A patient woke up with difficulty in extending fingers, can make a grip and hold a pen. Dorsiflexon was normal. Sensory and motor examination was normal. Nerve most commonly involved:
## **Core Concept**
The question presents a clinical scenario suggestive of a specific type of nerve injury affecting hand function. The key symptoms include difficulty in extending fingers, preserved grip strength, normal dorsiflexion, and normal sensory and motor examination otherwise. This pattern of symptoms points towards a lesion affecting a specific nerve that controls finger extension.
## **Why the Correct Answer is Right**
The correct answer, **Posterior Interosseous Nerve (PIN)**, is a branch of the radial nerve. The PIN primarily supplies the muscles responsible for finger extension (extensor digitorum, extensor indicis, and extensor digiti minimi) and thumb extension (extensor pollicis brevis and extensor pollicis longus), but not the muscles responsible for wrist extension (extensor carpi radialis brevis and extensor carpi radialis longus). This selective involvement explains why the patient can make a grip (flexor muscles are intact) and has normal dorsiflexion (wrist extension is preserved due to sparing of the radial nerve branches that control wrist extensors). The sensory examination is normal because the PIN is purely motor.
## **Why Each Wrong Option is Incorrect**
- **Option A:** The **Median Nerve** primarily controls thumb opposition, flexion of the thumb, index, and middle fingers, and provides sensation to the palmar surface of the thumb, index, middle finger, and the radial half of the ring finger. The symptoms described do not align with median nerve injury.
- **Option B:** The **Anterior Interosseous Nerve (AIN)**, a branch of the median nerve, supplies muscles involved in thumb and finger flexion (flexor pollicis longus, pronator quadratus, and the radial part of flexor digitorum profundus). Injury to AIN would not cause difficulty in extending fingers.

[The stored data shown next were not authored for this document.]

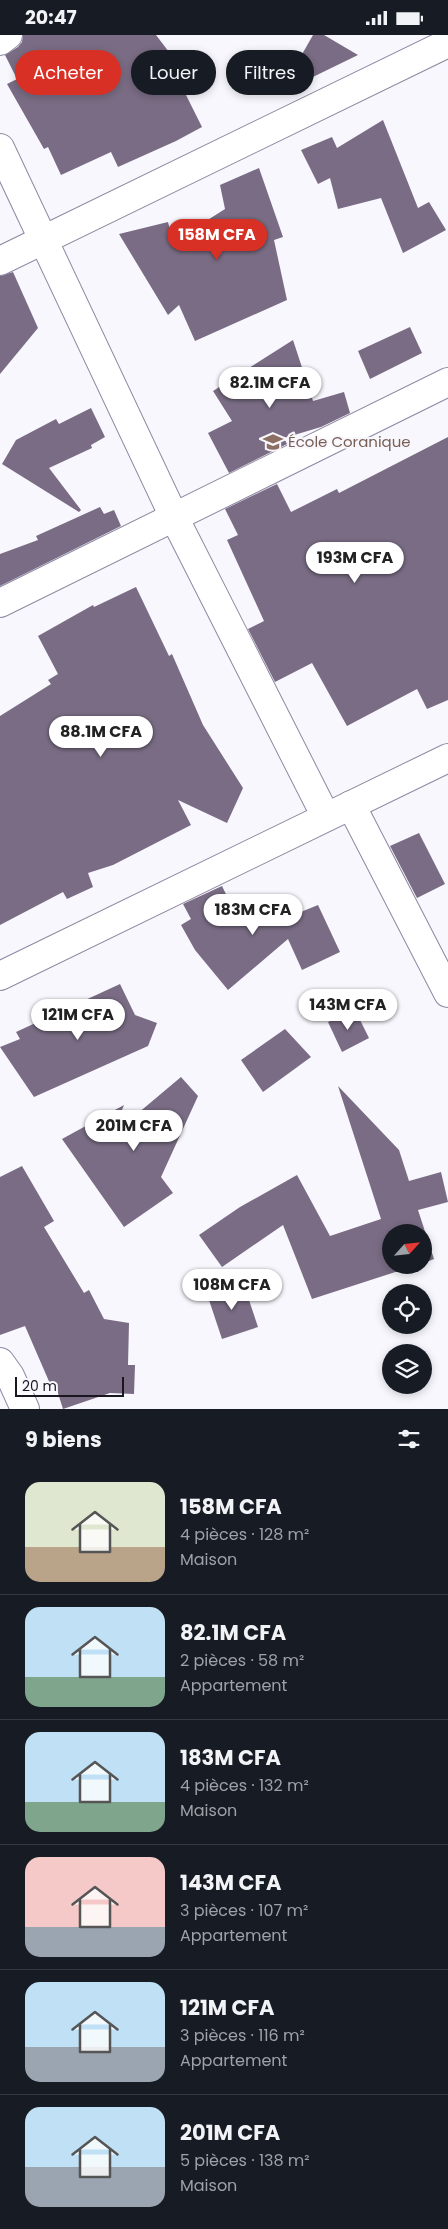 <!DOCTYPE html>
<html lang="fr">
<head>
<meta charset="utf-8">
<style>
	:root { --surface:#171b24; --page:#242831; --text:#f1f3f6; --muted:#9ea1a6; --line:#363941; --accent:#d93025 }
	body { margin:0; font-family:Poppins,sans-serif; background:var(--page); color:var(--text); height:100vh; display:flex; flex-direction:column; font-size:19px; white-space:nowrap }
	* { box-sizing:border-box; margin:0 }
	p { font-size:16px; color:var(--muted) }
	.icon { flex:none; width:28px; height:28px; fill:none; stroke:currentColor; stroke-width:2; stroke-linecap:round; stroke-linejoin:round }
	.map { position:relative; height:1374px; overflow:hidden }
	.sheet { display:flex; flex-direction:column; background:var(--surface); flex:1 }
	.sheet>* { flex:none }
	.guide { position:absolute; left:15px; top:15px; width:419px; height:45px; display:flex; gap:10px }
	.needle { width:32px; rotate:63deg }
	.fabs { position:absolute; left:382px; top:1189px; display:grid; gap:10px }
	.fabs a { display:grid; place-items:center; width:50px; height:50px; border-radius:50%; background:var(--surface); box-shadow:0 2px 8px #0003; font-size:25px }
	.scale { position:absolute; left:15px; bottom:12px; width:109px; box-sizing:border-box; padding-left:5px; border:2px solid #191620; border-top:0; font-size:14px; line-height:18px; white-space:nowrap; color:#191620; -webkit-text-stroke:4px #f8f7fd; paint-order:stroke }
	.price { position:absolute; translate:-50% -42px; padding:0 11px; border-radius:18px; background:#fff; color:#222; font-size:16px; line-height:32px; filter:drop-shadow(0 1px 2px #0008) }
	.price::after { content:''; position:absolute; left:50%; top:30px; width:15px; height:11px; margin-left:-8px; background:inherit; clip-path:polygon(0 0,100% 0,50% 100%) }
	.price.current { background:var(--accent); color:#fff }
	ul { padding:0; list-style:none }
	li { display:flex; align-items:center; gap:15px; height:125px; padding:0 25px }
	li+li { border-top:1px solid var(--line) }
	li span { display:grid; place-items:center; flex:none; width:140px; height:100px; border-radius:15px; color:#555 }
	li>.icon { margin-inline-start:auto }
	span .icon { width:60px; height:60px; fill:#fffc; stroke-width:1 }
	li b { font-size:21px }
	h2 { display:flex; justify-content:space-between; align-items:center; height:60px; padding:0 25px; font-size:21px }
	.tag { padding:0 18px; border-radius:22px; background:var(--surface); box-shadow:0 2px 8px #0003; font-size:18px; line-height:45px }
	.tag.current { background:var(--accent); color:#fff }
	.status { display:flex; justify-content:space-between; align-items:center; height:35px; padding:0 25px; background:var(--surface); direction:ltr }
	.status svg { height:14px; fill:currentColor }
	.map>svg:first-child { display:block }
</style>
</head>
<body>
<div class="status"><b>20:47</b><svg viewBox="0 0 49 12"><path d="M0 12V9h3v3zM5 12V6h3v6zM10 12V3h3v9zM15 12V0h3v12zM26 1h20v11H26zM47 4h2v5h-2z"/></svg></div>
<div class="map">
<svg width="448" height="1374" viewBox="0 0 448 1374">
	<rect width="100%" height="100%" fill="#f8f7fd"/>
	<g fill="#796c84">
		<polygon points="23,0 156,0 185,38 178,44 202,92 176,106 118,132 111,117 61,140 48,112 44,114 7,49 17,44 5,20 18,12 22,7"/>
		<polygon points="313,0 324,0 358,20 280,58"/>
		<polygon points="383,85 418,173 429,167 446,195 403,218 381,163 338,174 330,143 318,149 301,115 332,102 337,113"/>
		<polygon points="259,133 283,202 274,205 287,265 195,306 179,270 168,280 119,199 168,187 173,207 225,174 220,150"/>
		<polygon points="13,237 38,293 0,339 0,241"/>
		<polygon points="410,292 422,318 370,344 358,316"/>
		<polygon points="293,305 313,366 344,357 350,378 321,392 284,403 287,409 229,438 208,398 232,386 213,356"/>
		<polygon points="91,373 105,402 91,410 92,413 49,433 81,475 79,477 2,429 16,405 56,384 59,389"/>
		<polygon points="448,402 448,665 427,674 417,654 347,691 312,628 275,647 248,594 264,586 227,505 238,500 225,474 277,449 291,477 337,454 339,458"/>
		<polygon points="100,472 104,479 114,475 121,491 0,551 0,519 38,505 36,501"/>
		<polygon points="136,552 169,621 172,619 203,690 243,753 227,788 178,765 191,790 113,830 88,838 93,852 67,864 63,857 0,890 0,681 51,649 48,645 58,639 38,601 93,570 94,572"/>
		<polygon points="419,798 445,849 417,863 390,811"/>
		<polygon points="222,851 241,890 287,871 291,881 318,870 340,917 302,935 288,904 228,955 195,915 181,890 191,884 183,869"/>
		<polygon points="120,949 135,980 157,988 148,1011 34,1062 0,1012 20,1004 16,997"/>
		<polygon points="355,975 369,1003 342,1017 328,987"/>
		<polygon points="285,994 311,1022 263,1057 241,1025"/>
		<polygon points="181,1042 198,1061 161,1142 173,1158 124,1192 62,1104 124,1070 112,1100"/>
		<polygon points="338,1051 399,1115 409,1146 441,1137 448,1167 418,1175 434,1224 424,1228 424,1198 391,1198 391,1230 417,1230 312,1264 283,1190 222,1232 199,1200 240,1172 297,1140 330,1201 381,1184"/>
		<polygon points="22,1131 54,1186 44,1192 84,1258 89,1255 104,1284 129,1288 128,1330 135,1330 134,1359 110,1358 63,1374 55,1349 51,1351 25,1291 0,1300 0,1142"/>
		<polygon points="243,1247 258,1292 222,1304 207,1259"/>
	</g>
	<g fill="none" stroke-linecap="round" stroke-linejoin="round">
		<defs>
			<g id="minor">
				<polyline points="0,6 8,0"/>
				<polyline points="0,113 174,482 326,782"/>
				<polyline points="0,226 448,8"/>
				<polyline points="0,568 448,347"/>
				<polyline points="351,770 448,958"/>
				<polyline points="0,941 448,723"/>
				<polyline points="0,1327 10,1341 25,1374"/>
			</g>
		</defs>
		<use href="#minor" stroke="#8e88a2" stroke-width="30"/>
		<use href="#minor" stroke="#fff" stroke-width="28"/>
	</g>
	<defs>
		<symbol id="school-bare" viewBox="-9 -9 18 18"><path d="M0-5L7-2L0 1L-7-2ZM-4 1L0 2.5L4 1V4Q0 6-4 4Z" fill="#8d6e63" stroke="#f8f7fd" stroke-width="2.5" paint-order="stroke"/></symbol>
	</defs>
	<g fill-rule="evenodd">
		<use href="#school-bare" x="259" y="393" width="28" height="28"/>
	</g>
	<g text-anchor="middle" stroke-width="4" stroke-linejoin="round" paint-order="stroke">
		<g font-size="15" fill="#785e54" stroke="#f8f7fd" text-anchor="start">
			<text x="288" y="412">École Coranique</text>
		</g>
	</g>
</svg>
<div class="fabs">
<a><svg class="needle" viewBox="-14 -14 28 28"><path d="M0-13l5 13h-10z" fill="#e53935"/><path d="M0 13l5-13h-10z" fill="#9ea1a6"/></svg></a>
<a><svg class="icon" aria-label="locate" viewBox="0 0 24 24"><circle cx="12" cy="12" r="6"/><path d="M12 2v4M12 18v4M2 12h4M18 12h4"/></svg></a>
<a><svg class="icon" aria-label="layers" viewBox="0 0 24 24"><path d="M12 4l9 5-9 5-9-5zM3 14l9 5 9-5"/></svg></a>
</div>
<div class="scale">20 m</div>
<b class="price current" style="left:217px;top:226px">158M CFA</b>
<b class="price" style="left:270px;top:374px">82.1M CFA</b>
<b class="price" style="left:355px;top:549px">193M CFA</b>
<b class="price" style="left:101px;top:723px">88.1M CFA</b>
<b class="price" style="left:253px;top:901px">183M CFA</b>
<b class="price" style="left:348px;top:996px">143M CFA</b>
<b class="price" style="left:78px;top:1006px">121M CFA</b>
<b class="price" style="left:134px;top:1117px">201M CFA</b>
<b class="price" style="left:232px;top:1276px">108M CFA</b>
<div class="guide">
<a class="tag current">Acheter</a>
<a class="tag">Louer</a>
<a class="tag">Filtres</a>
</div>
</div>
<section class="sheet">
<h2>9 biens<svg class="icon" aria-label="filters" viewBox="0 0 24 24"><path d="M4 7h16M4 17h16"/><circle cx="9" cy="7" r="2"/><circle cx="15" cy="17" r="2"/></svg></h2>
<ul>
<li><span style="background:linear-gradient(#dfe7d0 65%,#b9a48a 0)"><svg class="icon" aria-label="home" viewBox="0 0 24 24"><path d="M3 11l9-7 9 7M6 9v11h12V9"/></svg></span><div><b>158M CFA</b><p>4 pièces · 128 m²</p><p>Maison</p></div></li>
<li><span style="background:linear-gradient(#bfe0f5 70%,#7fa58c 0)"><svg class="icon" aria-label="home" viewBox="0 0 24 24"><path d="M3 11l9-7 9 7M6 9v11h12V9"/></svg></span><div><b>82.1M CFA</b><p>2 pièces · 58 m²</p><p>Appartement</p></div></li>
<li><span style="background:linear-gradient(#bfe0f5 70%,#7fa58c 0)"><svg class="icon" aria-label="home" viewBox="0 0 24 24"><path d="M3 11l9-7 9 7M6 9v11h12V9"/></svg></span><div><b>183M CFA</b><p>4 pièces · 132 m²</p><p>Maison</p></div></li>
<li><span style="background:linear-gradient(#f6c9c9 70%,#9aa5b1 0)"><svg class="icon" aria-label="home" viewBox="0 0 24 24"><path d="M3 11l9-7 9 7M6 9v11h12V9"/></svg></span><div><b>143M CFA</b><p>3 pièces · 107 m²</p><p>Appartement</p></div></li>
<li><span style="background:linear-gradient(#bfe0f5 65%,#9aa5b1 0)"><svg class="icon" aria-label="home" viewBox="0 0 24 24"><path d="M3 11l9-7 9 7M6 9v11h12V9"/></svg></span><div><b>121M CFA</b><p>3 pièces · 116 m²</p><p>Appartement</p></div></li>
<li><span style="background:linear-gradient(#bfe0f5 60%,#9aa5b1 0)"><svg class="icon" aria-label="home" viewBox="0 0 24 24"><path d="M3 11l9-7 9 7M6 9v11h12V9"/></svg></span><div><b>201M CFA</b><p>5 pièces · 138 m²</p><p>Maison</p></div></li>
</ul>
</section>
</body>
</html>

- **Option D:** The **Ulnar Nerve** controls finger spreading and adduction (interossei and lumbricals to the ring and little fingers), and provides sensation to the little finger and the ulnar half of the ring finger. The clinical presentation does not match ulnar nerve injury.
## **Clinical Pearl / High-Yield Fact**
A key clinical pearl is that the **Posterior Interosseous Nerve (PIN) syndrome**, also known as radial tunnel syndrome when compressive, typically presents with weakness in finger extension without sensory deficits. This condition can be confused with other radial nerve pathologies but is distinguished by the sparing of wrist extension and sensation.